In the listing below, lines with the string "controls" are to be counted; the number is the entire reply.

%%

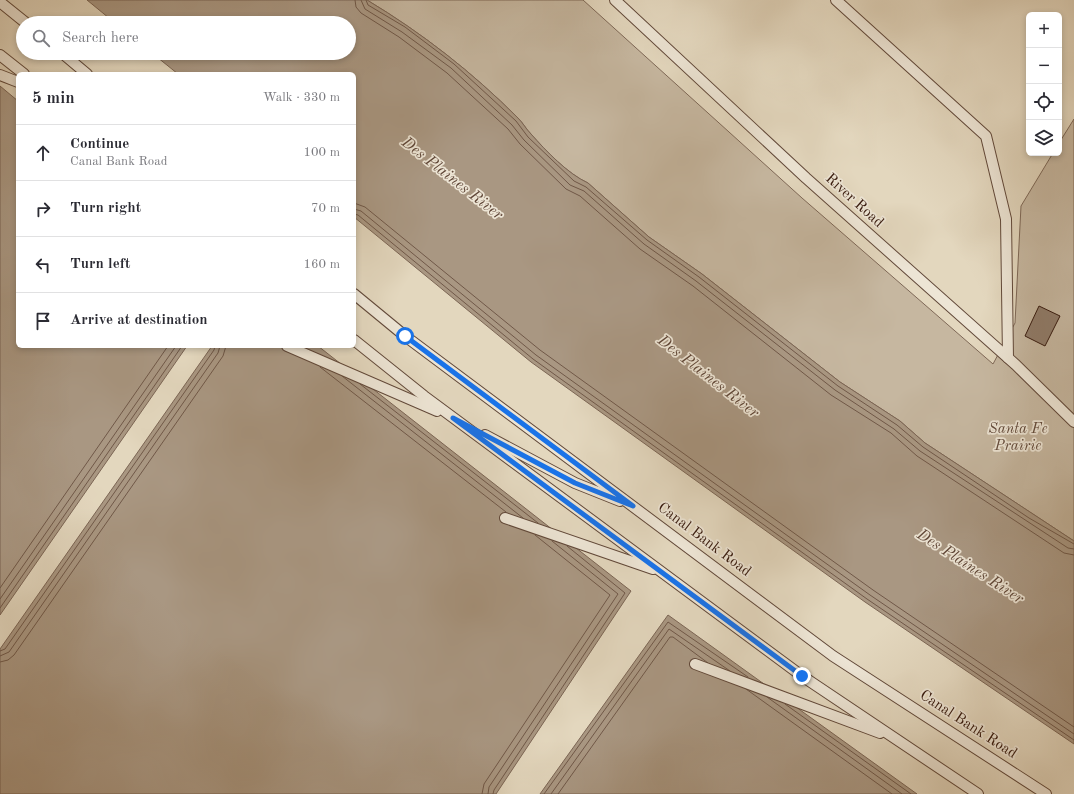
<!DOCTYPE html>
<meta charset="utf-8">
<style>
body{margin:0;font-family:"Old Standard TT",serif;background:#f2f2f3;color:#2b2b33}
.controls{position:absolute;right:12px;top:12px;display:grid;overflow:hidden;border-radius:6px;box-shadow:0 2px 6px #0003}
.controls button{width:36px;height:36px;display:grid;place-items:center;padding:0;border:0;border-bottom:1px solid #e1e1e2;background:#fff;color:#2b2b33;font:20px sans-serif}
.stop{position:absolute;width:12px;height:12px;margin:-9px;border:3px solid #1a73e8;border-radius:50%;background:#fff}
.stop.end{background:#1a73e8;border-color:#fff;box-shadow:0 1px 4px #0008}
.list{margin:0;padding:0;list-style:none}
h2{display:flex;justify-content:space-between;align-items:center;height:52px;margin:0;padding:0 16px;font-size:17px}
h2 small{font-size:13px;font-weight:400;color:#7c7c81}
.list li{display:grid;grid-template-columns:26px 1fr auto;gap:12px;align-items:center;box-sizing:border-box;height:56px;padding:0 16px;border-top:1px solid #e1e1e2}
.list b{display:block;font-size:15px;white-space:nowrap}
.list p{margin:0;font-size:13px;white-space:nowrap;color:#7c7c81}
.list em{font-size:13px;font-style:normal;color:#7c7c81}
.icon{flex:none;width:22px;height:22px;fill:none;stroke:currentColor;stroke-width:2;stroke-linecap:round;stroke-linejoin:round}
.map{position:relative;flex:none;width:1074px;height:794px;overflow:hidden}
.search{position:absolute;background:#fff;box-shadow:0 2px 6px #0003;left:16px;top:16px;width:340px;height:44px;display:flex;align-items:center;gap:10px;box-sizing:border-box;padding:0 14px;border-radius:22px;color:#7c7c81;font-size:15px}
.panel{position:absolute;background:#fff;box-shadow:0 2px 6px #0003;left:16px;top:72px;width:340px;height:276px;border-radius:6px}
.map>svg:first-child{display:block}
</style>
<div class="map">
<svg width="1074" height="794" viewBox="0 0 1074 794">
<rect width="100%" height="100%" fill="#e3d7be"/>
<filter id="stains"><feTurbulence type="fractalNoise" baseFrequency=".005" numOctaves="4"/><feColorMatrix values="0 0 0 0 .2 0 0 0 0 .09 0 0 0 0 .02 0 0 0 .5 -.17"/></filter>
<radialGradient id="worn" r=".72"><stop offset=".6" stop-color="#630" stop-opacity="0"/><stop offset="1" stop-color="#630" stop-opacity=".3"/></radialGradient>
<path fill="#c6b7a0" stroke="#7e6857" d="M367 0H583L802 198 993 364 1015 323 1021 206 1053 153H1059V143L1074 119V541L925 443 900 421 840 382 702 274 649 237 588 183C568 174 546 151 531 134 526 129 523 123 518 118 472 72 422 33 367 0Z"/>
<g fill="#a99782" stroke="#7b6554">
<path d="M87 0H367C422 33 472 72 518 118 523 123 526 129 531 134 546 151 568 174 588 183L649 237 702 274 840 382 900 421 925 443 1074 541V744L865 602 531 362 354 217V74H178L152 53H349V23H115Z"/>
<polygon points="0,86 18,101 18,346 187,346 0,615"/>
<polygon points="212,346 318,346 631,591 496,794 0,794 0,649"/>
<polygon points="668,615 917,794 540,794"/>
</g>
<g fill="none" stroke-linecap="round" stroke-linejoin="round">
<g stroke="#705848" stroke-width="1">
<polyline points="355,0 356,7 361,13 399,37 447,73 508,129 520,144 566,189 580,196 640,249 693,286 831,395 891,433 917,456 1064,553 1074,555"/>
<polyline points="361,0 365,9 402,32 451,68 512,125 524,140 570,185 584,191 644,244 696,281 835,390 894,429 920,451 1068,548 1074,549"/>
<polyline points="366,0 368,5 405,27 454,64 516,121 528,137 574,181 586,187 647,240 699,277 838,386 897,425 923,447 1029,518 1074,544"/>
<polyline points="354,203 365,207 540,350 873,590 1074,727"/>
<polyline points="354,209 361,211 536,355 870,595 1074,734"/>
<polyline points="354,214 358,215 533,359 867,599 1074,740"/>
<polyline points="320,367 506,512"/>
<polyline points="342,376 523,518"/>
<polyline points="360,384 538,523"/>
<polyline points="0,588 168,346"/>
<polyline points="0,599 176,346"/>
<polyline points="0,608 182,346"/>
<polyline points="0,651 5,649 214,350 215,346"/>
<polyline points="0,656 9,652 218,353 220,346"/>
<polyline points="0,662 8,660 14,655 223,356 226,346"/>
<polyline points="746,689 892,794"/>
<polyline points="767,697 902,794"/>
<polyline points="785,704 911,794"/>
<polyline points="482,794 484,784 610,595 535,535"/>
<polyline points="488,794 489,787 618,594 552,541"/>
<polyline points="493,794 494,790 625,593 567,546"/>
<polyline points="544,794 668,622 748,677"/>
<polyline points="551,794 669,629 730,671"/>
<polyline points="558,794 670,637 673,637 708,663"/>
</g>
</g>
<polygon fill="#907c6a" stroke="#371a0e" points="1039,306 1060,316 1045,346 1025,336"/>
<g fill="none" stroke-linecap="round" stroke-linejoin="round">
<defs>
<g id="service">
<polyline points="615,0 806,178 1016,365 1074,422"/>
<polyline points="836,0 986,136 1006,219 1008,358"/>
<polyline points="0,2 26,23"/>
<polyline points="62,53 87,74"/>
<polyline points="0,55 24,74"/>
<polyline points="0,75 18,82"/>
<polyline points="354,294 405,336 833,656 1046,794"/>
<polyline points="354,340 424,396 802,676 978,794"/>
<polyline points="287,346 437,411"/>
<polyline points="485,435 575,483 620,501"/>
<polyline points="505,518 653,569"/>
<polyline points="695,664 880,733"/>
</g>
</defs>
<use href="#service" stroke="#62493a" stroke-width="12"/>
<use href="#service" stroke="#ede5d5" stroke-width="10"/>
</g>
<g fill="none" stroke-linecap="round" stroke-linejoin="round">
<polyline stroke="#1a73e8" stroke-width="5" points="405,336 633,506 575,483 453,418 802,676"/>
</g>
<g text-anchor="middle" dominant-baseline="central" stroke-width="3.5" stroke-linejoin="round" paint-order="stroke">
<g font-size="15" fill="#371a0e" stroke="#ede5d5">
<text transform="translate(854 201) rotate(42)">River Road</text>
<text transform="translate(704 540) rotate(37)">Canal Bank Road</text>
<text transform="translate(968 725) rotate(33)">Canal Bank Road</text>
</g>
<g font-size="15" font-style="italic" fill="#62493a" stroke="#ede5d5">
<text x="1018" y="429">Santa Fe<tspan x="1018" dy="17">Prairie</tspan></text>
</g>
<g font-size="16" font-style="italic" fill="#5f4637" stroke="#ede5d5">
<text transform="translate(452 179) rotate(38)">Des Plaines River</text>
<text transform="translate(708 377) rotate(38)">Des Plaines River</text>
<text transform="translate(970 567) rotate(33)">Des Plaines River</text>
</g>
</g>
<rect width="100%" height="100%" filter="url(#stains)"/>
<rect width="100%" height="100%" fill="url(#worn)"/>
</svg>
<div class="controls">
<button>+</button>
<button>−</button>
<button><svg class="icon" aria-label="locate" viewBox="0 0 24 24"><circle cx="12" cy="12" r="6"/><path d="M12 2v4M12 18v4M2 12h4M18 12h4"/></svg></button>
<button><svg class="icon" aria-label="layers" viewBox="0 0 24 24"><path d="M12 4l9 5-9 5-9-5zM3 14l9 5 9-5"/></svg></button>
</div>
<div class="stop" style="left:405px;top:336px"></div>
<div class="stop end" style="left:802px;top:676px"></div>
<div class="search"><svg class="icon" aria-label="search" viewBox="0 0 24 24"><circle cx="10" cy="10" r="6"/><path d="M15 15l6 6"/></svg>Search here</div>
<section class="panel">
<h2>5 min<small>Walk · 330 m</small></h2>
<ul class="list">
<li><svg class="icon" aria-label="ahead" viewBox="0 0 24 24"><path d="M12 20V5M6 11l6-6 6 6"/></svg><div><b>Continue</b><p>Canal Bank Road</p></div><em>100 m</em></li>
<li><svg class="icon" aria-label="right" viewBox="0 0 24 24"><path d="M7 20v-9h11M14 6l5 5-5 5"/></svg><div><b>Turn right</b></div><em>70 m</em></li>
<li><svg class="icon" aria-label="left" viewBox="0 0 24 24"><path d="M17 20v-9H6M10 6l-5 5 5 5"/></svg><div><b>Turn left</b></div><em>160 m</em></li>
<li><svg class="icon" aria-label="arrive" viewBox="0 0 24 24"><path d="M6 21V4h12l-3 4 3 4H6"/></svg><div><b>Arrive at destination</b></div></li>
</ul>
</section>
</div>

%%

- OUTPUT OF THE TASK -
3